# [EXERCISE DESCRIPTION]
Copy out every entry, keeping each character the same.

-- GIVEN DATA follows --

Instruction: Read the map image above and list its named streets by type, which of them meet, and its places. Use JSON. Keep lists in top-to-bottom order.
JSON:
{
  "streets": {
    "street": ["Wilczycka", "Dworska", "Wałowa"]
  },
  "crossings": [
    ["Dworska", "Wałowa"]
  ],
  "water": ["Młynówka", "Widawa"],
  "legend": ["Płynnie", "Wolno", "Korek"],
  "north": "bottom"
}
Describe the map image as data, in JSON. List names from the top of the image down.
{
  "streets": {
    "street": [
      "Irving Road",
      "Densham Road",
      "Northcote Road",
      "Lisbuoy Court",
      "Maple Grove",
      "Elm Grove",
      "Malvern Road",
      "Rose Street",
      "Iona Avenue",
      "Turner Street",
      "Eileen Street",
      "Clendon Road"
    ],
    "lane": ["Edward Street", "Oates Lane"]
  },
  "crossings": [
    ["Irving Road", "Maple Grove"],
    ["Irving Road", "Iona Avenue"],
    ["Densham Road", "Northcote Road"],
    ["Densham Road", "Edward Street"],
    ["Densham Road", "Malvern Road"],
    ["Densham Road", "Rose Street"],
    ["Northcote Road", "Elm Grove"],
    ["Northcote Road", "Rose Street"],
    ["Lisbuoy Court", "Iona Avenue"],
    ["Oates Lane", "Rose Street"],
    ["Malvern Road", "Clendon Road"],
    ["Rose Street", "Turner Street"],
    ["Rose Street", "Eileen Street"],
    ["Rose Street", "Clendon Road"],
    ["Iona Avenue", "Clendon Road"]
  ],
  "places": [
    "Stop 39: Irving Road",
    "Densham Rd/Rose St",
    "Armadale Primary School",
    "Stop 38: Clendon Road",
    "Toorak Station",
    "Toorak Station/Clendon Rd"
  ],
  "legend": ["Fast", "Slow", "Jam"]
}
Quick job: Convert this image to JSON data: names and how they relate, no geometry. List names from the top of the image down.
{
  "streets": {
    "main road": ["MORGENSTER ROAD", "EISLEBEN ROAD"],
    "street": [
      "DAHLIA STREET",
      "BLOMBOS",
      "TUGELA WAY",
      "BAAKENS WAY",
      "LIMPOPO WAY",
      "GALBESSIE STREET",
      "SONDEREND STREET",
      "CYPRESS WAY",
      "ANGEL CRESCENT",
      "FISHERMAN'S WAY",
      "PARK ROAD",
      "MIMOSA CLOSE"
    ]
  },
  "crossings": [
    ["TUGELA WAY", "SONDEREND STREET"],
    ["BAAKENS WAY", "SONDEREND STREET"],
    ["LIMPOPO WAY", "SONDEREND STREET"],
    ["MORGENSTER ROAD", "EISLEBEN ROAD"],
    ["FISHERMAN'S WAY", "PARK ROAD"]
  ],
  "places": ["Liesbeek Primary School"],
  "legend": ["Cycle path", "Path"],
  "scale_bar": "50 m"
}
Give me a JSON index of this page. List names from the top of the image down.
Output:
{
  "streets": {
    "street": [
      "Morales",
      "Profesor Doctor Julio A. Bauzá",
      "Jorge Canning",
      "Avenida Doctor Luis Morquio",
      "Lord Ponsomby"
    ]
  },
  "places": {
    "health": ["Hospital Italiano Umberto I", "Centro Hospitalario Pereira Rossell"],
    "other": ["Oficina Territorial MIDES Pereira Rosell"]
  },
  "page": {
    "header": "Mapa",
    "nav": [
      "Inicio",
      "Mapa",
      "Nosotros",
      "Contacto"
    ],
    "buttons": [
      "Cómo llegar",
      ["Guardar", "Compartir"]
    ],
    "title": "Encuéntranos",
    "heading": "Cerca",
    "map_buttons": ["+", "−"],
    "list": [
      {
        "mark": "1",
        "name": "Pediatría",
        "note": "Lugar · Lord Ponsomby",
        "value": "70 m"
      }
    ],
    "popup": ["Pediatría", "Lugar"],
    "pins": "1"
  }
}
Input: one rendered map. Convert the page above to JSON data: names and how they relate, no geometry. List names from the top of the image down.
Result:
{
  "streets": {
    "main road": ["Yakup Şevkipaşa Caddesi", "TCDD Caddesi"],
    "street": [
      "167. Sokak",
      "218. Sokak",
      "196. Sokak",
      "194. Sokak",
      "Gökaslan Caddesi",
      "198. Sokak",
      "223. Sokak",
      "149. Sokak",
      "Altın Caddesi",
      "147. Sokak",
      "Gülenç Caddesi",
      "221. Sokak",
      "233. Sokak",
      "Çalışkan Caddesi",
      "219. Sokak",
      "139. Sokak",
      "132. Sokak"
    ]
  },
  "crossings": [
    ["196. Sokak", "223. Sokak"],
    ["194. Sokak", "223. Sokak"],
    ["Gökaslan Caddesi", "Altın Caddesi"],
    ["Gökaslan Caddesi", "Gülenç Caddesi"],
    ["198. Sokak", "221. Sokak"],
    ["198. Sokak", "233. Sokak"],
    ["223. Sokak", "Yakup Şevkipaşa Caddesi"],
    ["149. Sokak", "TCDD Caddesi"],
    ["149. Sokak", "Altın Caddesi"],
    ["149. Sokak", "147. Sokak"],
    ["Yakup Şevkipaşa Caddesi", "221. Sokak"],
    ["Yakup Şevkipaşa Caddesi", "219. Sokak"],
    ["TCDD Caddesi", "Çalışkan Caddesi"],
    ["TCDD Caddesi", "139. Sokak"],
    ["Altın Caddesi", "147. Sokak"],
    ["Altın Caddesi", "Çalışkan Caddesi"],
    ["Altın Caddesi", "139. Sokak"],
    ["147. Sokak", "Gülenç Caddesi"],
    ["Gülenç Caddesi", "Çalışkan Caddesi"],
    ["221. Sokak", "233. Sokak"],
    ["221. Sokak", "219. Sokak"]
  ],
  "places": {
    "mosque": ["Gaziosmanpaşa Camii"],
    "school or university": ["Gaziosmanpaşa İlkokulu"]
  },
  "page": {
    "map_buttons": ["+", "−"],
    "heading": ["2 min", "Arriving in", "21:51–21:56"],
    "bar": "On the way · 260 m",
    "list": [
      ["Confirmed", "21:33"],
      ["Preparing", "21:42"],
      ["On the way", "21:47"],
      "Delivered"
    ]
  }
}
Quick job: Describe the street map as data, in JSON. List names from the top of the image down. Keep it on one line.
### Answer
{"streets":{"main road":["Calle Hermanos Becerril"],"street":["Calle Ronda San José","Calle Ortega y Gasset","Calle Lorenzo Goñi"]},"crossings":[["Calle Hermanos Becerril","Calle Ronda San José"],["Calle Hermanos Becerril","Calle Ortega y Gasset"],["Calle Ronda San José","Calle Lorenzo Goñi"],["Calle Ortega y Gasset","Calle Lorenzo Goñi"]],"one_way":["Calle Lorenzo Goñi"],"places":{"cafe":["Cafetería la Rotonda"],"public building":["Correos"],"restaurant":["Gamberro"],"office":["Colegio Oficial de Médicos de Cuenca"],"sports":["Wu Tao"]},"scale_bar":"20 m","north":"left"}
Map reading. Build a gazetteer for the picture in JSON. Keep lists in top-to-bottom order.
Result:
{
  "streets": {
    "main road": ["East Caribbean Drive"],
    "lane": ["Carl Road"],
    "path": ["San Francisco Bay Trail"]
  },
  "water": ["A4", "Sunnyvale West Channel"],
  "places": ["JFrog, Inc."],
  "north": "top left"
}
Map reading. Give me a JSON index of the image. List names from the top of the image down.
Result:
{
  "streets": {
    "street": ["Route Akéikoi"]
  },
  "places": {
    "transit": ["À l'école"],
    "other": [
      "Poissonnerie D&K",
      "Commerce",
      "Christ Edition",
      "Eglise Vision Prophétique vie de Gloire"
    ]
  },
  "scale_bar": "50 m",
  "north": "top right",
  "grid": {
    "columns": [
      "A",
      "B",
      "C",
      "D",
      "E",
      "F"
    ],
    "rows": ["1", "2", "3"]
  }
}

-- GIVEN DATA concluded --

# [RESPONSE]
Instruction: Read the map image above and list its named streets by type, which of them meet, and its places. Use JSON. Keep lists in top-to-bottom order.
JSON:
{
  "streets": {
    "street": ["Wilczycka", "Dworska", "Wałowa"]
  },
  "crossings": [
    ["Dworska", "Wałowa"]
  ],
  "water": ["Młynówka", "Widawa"],
  "legend": ["Płynnie", "Wolno", "Korek"],
  "north": "bottom"
}
Describe the map image as data, in JSON. List names from the top of the image down.
{
  "streets": {
    "street": [
      "Irving Road",
      "Densham Road",
      "Northcote Road",
      "Lisbuoy Court",
      "Maple Grove",
      "Elm Grove",
      "Malvern Road",
      "Rose Street",
      "Iona Avenue",
      "Turner Street",
      "Eileen Street",
      "Clendon Road"
    ],
    "lane": ["Edward Street", "Oates Lane"]
  },
  "crossings": [
    ["Irving Road", "Maple Grove"],
    ["Irving Road", "Iona Avenue"],
    ["Densham Road", "Northcote Road"],
    ["Densham Road", "Edward Street"],
    ["Densham Road", "Malvern Road"],
    ["Densham Road", "Rose Street"],
    ["Northcote Road", "Elm Grove"],
    ["Northcote Road", "Rose Street"],
    ["Lisbuoy Court", "Iona Avenue"],
    ["Oates Lane", "Rose Street"],
    ["Malvern Road", "Clendon Road"],
    ["Rose Street", "Turner Street"],
    ["Rose Street", "Eileen Street"],
    ["Rose Street", "Clendon Road"],
    ["Iona Avenue", "Clendon Road"]
  ],
  "places": [
    "Stop 39: Irving Road",
    "Densham Rd/Rose St",
    "Armadale Primary School",
    "Stop 38: Clendon Road",
    "Toorak Station",
    "Toorak Station/Clendon Rd"
  ],
  "legend": ["Fast", "Slow", "Jam"]
}
Quick job: Convert this image to JSON data: names and how they relate, no geometry. List names from the top of the image down.
{
  "streets": {
    "main road": ["MORGENSTER ROAD", "EISLEBEN ROAD"],
    "street": [
      "DAHLIA STREET",
      "BLOMBOS",
      "TUGELA WAY",
      "BAAKENS WAY",
      "LIMPOPO WAY",
      "GALBESSIE STREET",
      "SONDEREND STREET",
      "CYPRESS WAY",
      "ANGEL CRESCENT",
      "FISHERMAN'S WAY",
      "PARK ROAD",
      "MIMOSA CLOSE"
    ]
  },
  "crossings": [
    ["TUGELA WAY", "SONDEREND STREET"],
    ["BAAKENS WAY", "SONDEREND STREET"],
    ["LIMPOPO WAY", "SONDEREND STREET"],
    ["MORGENSTER ROAD", "EISLEBEN ROAD"],
    ["FISHERMAN'S WAY", "PARK ROAD"]
  ],
  "places": ["Liesbeek Primary School"],
  "legend": ["Cycle path", "Path"],
  "scale_bar": "50 m"
}
Give me a JSON index of this page. List names from the top of the image down.
Output:
{
  "streets": {
    "street": [
      "Morales",
      "Profesor Doctor Julio A. Bauzá",
      "Jorge Canning",
      "Avenida Doctor Luis Morquio",
      "Lord Ponsomby"
    ]
  },
  "places": {
    "health": ["Hospital Italiano Umberto I", "Centro Hospitalario Pereira Rossell"],
    "other": ["Oficina Territorial MIDES Pereira Rosell"]
  },
  "page": {
    "header": "Mapa",
    "nav": [
      "Inicio",
      "Mapa",
      "Nosotros",
      "Contacto"
    ],
    "buttons": [
      "Cómo llegar",
      ["Guardar", "Compartir"]
    ],
    "title": "Encuéntranos",
    "heading": "Cerca",
    "map_buttons": ["+", "−"],
    "list": [
      {
        "mark": "1",
        "name": "Pediatría",
        "note": "Lugar · Lord Ponsomby",
        "value": "70 m"
      }
    ],
    "popup": ["Pediatría", "Lugar"],
    "pins": "1"
  }
}
Input: one rendered map. Convert the page above to JSON data: names and how they relate, no geometry. List names from the top of the image down.
Result:
{
  "streets": {
    "main road": ["Yakup Şevkipaşa Caddesi", "TCDD Caddesi"],
    "street": [
      "167. Sokak",
      "218. Sokak",
      "196. Sokak",
      "194. Sokak",
      "Gökaslan Caddesi",
      "198. Sokak",
      "223. Sokak",
      "149. Sokak",
      "Altın Caddesi",
      "147. Sokak",
      "Gülenç Caddesi",
      "221. Sokak",
      "233. Sokak",
      "Çalışkan Caddesi",
      "219. Sokak",
      "139. Sokak",
      "132. Sokak"
    ]
  },
  "crossings": [
    ["196. Sokak", "223. Sokak"],
    ["194. Sokak", "223. Sokak"],
    ["Gökaslan Caddesi", "Altın Caddesi"],
    ["Gökaslan Caddesi", "Gülenç Caddesi"],
    ["198. Sokak", "221. Sokak"],
    ["198. Sokak", "233. Sokak"],
    ["223. Sokak", "Yakup Şevkipaşa Caddesi"],
    ["149. Sokak", "TCDD Caddesi"],
    ["149. Sokak", "Altın Caddesi"],
    ["149. Sokak", "147. Sokak"],
    ["Yakup Şevkipaşa Caddesi", "221. Sokak"],
    ["Yakup Şevkipaşa Caddesi", "219. Sokak"],
    ["TCDD Caddesi", "Çalışkan Caddesi"],
    ["TCDD Caddesi", "139. Sokak"],
    ["Altın Caddesi", "147. Sokak"],
    ["Altın Caddesi", "Çalışkan Caddesi"],
    ["Altın Caddesi", "139. Sokak"],
    ["147. Sokak", "Gülenç Caddesi"],
    ["Gülenç Caddesi", "Çalışkan Caddesi"],
    ["221. Sokak", "233. Sokak"],
    ["221. Sokak", "219. Sokak"]
  ],
  "places": {
    "mosque": ["Gaziosmanpaşa Camii"],
    "school or university": ["Gaziosmanpaşa İlkokulu"]
  },
  "page": {
    "map_buttons": ["+", "−"],
    "heading": ["2 min", "Arriving in", "21:51–21:56"],
    "bar": "On the way · 260 m",
    "list": [
      ["Confirmed", "21:33"],
      ["Preparing", "21:42"],
      ["On the way", "21:47"],
      "Delivered"
    ]
  }
}
Quick job: Describe the street map as data, in JSON. List names from the top of the image down. Keep it on one line.
### Answer
{"streets":{"main road":["Calle Hermanos Becerril"],"street":["Calle Ronda San José","Calle Ortega y Gasset","Calle Lorenzo Goñi"]},"crossings":[["Calle Hermanos Becerril","Calle Ronda San José"],["Calle Hermanos Becerril","Calle Ortega y Gasset"],["Calle Ronda San José","Calle Lorenzo Goñi"],["Calle Ortega y Gasset","Calle Lorenzo Goñi"]],"one_way":["Calle Lorenzo Goñi"],"places":{"cafe":["Cafetería la Rotonda"],"public building":["Correos"],"restaurant":["Gamberro"],"office":["Colegio Oficial de Médicos de Cuenca"],"sports":["Wu Tao"]},"scale_bar":"20 m","north":"left"}
Map reading. Build a gazetteer for the picture in JSON. Keep lists in top-to-bottom order.
Result:
{
  "streets": {
    "main road": ["East Caribbean Drive"],
    "lane": ["Carl Road"],
    "path": ["San Francisco Bay Trail"]
  },
  "water": ["A4", "Sunnyvale West Channel"],
  "places": ["JFrog, Inc."],
  "north": "top left"
}
Map reading. Give me a JSON index of the image. List names from the top of the image down.
Result:
{
  "streets": {
    "street": ["Route Akéikoi"]
  },
  "places": {
    "transit": ["À l'école"],
    "other": [
      "Poissonnerie D&K",
      "Commerce",
      "Christ Edition",
      "Eglise Vision Prophétique vie de Gloire"
    ]
  },
  "scale_bar": "50 m",
  "north": "top right",
  "grid": {
    "columns": [
      "A",
      "B",
      "C",
      "D",
      "E",
      "F"
    ],
    "rows": ["1", "2", "3"]
  }
}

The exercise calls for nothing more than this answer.